Data entries:
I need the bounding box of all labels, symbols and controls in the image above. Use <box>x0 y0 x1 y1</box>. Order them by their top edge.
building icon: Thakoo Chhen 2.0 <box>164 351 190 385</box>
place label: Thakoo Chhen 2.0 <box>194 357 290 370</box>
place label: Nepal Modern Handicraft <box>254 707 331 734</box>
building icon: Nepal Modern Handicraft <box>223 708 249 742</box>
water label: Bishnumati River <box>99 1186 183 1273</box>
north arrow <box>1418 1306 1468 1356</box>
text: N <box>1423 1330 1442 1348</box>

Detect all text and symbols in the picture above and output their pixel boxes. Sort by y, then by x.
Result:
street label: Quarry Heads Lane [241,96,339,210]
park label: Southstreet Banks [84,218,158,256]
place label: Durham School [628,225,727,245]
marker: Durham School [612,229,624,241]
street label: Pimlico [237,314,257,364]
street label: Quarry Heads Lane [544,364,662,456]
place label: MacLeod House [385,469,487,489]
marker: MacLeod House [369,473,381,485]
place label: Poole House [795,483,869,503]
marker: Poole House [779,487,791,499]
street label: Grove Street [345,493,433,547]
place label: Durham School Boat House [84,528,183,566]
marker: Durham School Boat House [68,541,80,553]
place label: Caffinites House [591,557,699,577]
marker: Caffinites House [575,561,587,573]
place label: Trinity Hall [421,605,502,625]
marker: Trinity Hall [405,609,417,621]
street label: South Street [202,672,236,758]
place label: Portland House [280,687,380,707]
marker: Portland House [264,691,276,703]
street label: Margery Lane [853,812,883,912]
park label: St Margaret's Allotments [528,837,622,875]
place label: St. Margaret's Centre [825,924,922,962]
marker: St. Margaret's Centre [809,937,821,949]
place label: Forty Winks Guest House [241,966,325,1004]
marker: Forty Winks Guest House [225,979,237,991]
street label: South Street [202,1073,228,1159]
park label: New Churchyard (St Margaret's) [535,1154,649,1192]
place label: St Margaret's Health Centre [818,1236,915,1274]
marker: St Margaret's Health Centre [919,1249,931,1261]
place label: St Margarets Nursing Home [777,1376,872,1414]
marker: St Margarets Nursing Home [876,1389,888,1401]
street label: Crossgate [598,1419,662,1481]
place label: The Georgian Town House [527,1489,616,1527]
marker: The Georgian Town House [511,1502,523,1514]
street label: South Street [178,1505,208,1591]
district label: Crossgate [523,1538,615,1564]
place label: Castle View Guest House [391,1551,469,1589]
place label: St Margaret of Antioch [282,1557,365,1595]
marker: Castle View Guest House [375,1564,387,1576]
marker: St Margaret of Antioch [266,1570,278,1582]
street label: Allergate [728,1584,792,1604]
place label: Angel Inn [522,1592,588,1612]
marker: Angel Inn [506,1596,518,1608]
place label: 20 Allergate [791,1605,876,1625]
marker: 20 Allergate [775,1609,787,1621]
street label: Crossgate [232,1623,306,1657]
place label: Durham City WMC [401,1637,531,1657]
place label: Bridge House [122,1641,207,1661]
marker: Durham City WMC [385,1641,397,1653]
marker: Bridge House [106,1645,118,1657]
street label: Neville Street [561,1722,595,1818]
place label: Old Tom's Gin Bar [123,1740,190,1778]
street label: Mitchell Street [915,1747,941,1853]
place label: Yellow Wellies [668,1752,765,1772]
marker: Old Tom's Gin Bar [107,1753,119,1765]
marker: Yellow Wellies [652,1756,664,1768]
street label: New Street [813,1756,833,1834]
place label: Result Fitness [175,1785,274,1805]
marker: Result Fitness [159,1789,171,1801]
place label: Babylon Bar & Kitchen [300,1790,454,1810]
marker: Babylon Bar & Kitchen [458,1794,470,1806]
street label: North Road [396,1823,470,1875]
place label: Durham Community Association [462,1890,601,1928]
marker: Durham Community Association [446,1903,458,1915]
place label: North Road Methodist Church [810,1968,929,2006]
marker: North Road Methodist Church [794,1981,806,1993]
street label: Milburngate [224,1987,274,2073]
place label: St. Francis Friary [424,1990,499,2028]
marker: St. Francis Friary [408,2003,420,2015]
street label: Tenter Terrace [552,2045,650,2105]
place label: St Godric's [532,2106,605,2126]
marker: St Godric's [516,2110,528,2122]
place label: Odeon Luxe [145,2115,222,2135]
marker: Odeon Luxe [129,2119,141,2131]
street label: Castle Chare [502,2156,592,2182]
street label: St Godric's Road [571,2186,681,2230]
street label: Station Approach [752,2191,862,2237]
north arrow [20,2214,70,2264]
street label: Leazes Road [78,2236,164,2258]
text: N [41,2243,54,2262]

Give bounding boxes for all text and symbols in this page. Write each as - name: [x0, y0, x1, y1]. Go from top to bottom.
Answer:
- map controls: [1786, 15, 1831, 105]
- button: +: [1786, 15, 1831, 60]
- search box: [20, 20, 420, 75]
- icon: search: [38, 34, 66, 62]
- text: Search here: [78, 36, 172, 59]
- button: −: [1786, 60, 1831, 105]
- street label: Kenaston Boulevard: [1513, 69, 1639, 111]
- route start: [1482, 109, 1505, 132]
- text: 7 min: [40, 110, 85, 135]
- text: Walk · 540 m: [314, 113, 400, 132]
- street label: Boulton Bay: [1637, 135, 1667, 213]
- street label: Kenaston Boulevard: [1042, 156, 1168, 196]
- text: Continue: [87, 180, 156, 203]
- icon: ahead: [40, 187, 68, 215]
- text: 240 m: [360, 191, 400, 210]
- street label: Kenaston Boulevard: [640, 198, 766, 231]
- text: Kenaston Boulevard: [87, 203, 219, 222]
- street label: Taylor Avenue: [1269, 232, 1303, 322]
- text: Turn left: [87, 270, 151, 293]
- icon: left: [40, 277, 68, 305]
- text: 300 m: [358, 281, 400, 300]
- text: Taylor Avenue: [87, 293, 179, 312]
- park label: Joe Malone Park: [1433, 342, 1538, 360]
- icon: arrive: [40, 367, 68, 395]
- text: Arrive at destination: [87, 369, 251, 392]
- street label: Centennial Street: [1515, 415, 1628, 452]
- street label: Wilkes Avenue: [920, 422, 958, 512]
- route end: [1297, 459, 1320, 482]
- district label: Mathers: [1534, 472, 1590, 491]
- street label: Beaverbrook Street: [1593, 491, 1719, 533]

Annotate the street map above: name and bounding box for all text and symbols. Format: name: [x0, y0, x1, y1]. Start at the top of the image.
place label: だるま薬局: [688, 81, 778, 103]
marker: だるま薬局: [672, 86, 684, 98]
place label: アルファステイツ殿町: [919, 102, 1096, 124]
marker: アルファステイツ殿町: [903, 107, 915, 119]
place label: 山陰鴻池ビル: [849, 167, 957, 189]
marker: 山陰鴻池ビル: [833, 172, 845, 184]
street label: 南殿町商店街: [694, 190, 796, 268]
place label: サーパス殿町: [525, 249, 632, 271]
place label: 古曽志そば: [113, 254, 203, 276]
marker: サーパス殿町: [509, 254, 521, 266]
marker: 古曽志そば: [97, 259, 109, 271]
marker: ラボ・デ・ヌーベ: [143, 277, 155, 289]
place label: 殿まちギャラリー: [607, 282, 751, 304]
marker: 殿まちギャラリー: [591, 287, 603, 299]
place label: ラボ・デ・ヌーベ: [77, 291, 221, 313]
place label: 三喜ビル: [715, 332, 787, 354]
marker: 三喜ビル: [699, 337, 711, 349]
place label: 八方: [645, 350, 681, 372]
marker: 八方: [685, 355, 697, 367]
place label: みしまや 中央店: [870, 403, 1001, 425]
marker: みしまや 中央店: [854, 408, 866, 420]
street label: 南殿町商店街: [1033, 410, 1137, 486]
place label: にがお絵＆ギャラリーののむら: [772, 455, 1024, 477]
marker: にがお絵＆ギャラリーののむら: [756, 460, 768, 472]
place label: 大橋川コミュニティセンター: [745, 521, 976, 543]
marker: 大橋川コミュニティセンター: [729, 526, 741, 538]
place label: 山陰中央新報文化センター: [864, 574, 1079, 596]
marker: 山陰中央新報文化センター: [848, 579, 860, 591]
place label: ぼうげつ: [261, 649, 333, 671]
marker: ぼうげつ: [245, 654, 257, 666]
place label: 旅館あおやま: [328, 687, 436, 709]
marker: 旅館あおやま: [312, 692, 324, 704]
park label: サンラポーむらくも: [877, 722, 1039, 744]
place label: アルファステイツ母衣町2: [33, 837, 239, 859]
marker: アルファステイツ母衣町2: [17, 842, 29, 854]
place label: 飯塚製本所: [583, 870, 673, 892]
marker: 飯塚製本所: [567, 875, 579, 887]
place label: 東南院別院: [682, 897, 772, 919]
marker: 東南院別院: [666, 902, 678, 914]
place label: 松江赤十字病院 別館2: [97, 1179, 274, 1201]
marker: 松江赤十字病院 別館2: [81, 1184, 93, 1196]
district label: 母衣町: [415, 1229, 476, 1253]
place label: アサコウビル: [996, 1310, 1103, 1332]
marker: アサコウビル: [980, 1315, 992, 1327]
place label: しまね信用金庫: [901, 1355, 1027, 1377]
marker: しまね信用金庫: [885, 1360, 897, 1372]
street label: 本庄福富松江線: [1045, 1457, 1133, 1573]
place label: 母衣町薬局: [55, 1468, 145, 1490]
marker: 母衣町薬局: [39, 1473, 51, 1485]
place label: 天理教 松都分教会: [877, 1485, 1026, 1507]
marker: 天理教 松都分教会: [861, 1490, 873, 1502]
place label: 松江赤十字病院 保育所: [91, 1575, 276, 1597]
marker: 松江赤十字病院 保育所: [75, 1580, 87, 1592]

__WHAT THE TASK ASKS__
Repeat only the lines above, from the first line of the entries through the line that contains "Detect all text", including both ends.

__SOLUTION TO THIS EXERCISE__
I need the bounding box of all labels, symbols and controls in the image above. Use <box>x0 y0 x1 y1</box>. Order them by their top edge.
building icon: Thakoo Chhen 2.0 <box>164 351 190 385</box>
place label: Thakoo Chhen 2.0 <box>194 357 290 370</box>
place label: Nepal Modern Handicraft <box>254 707 331 734</box>
building icon: Nepal Modern Handicraft <box>223 708 249 742</box>
water label: Bishnumati River <box>99 1186 183 1273</box>
north arrow <box>1418 1306 1468 1356</box>
text: N <box>1423 1330 1442 1348</box>

Detect all text and symbols in the picture above and output their pixel boxes. Sort by y, then by x.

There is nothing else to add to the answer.